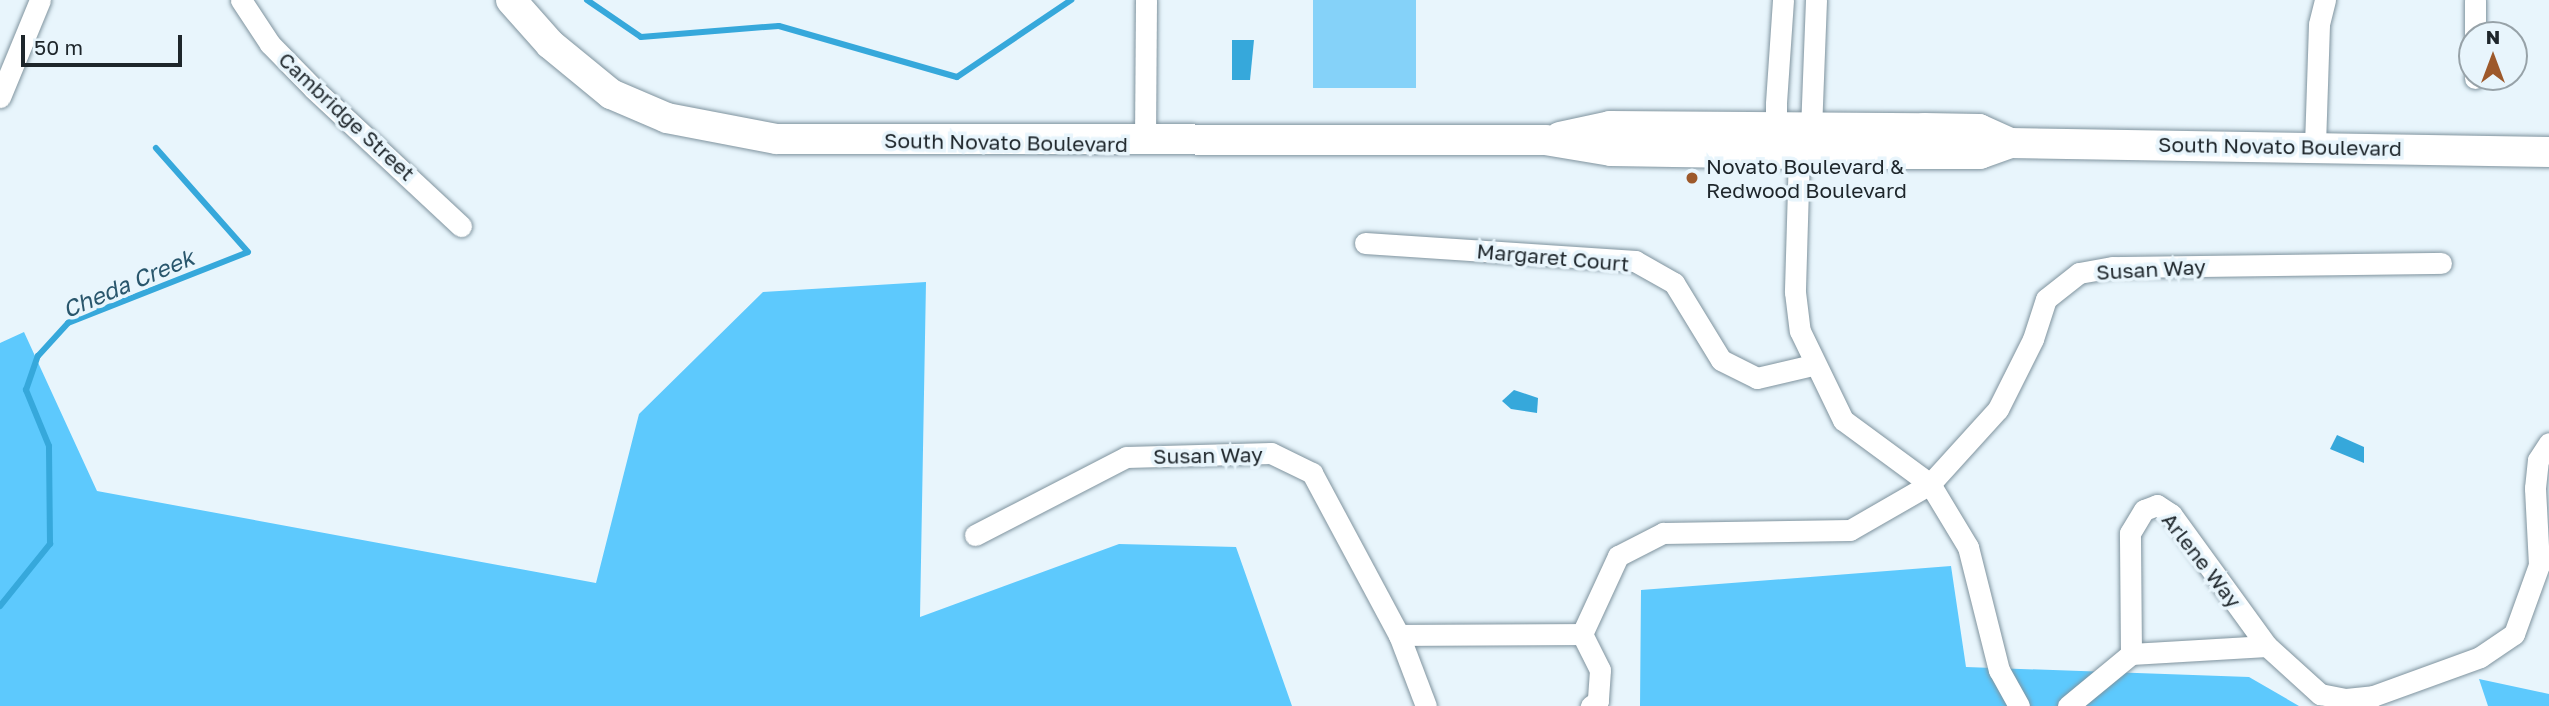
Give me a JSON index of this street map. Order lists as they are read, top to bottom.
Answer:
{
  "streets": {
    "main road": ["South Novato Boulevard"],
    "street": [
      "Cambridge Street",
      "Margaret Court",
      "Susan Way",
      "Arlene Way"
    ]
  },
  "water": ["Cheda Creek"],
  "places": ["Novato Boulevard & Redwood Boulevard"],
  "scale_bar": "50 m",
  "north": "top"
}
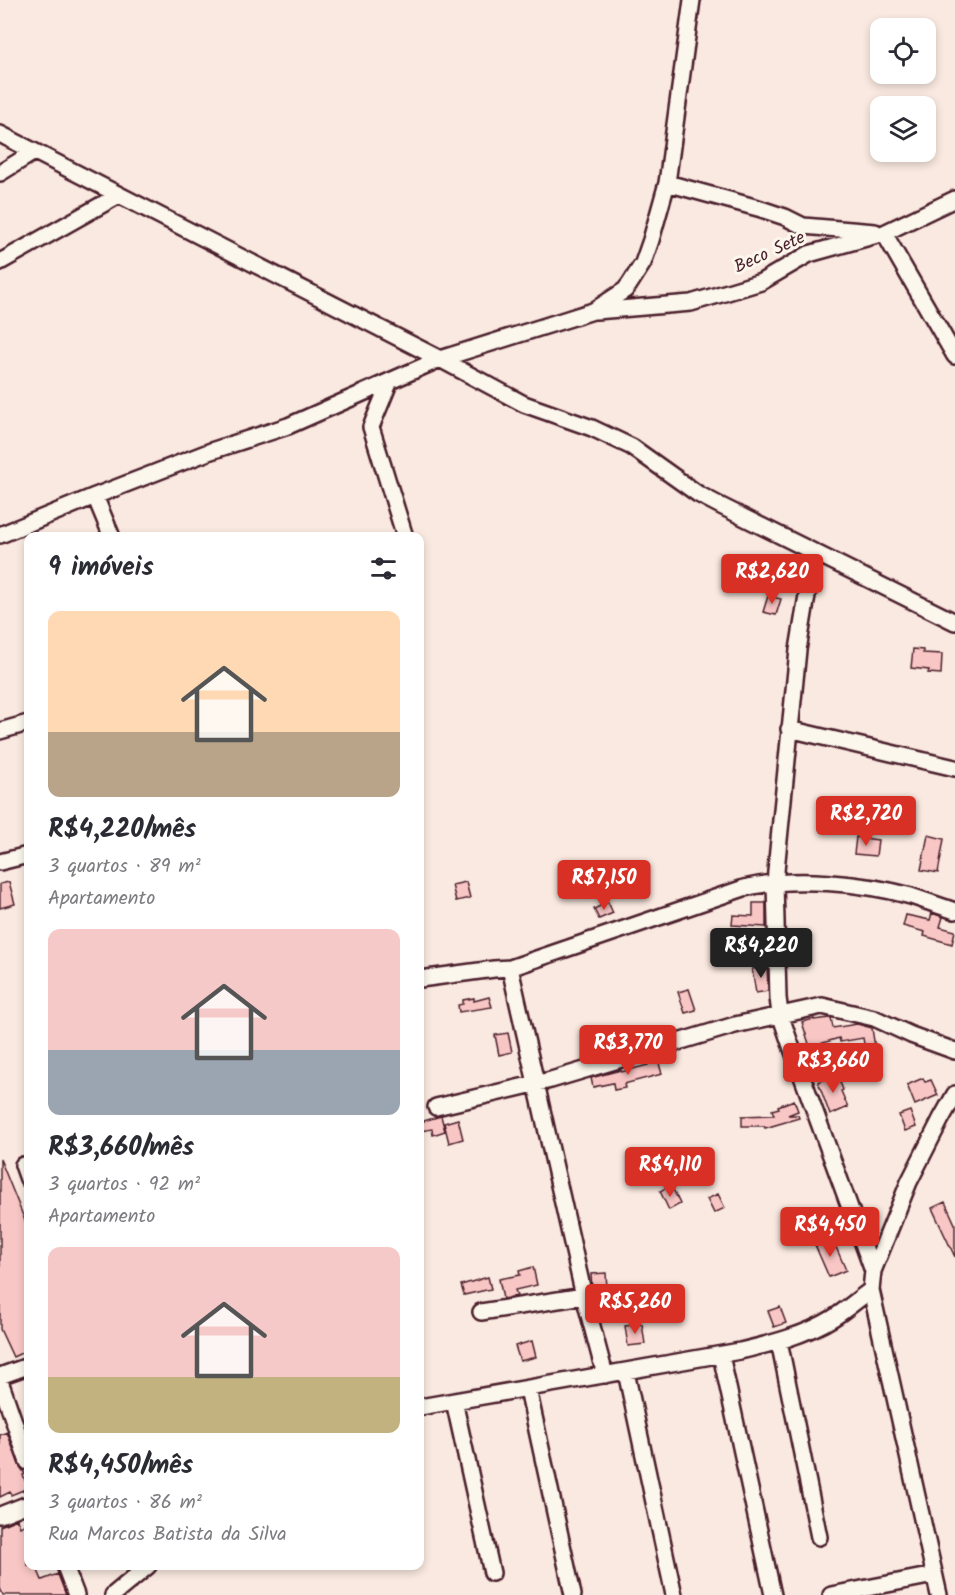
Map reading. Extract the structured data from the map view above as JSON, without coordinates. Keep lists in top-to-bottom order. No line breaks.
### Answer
★ ★ ★ ★
Required action >>
Word for word, copy out each record; do not include pictures.

Result of this task >>
Give me a JSON index of this street map. Order lists as they are read, top to bottom.
Answer:
{
  "streets": {
    "main road": ["South Novato Boulevard"],
    "street": [
      "Cambridge Street",
      "Margaret Court",
      "Susan Way",
      "Arlene Way"
    ]
  },
  "water": ["Cheda Creek"],
  "places": ["Novato Boulevard & Redwood Boulevard"],
  "scale_bar": "50 m",
  "north": "top"
}
Map reading. Extract the structured data from the map view above as JSON, without coordinates. Keep lists in top-to-bottom order. No line breaks.
### Answer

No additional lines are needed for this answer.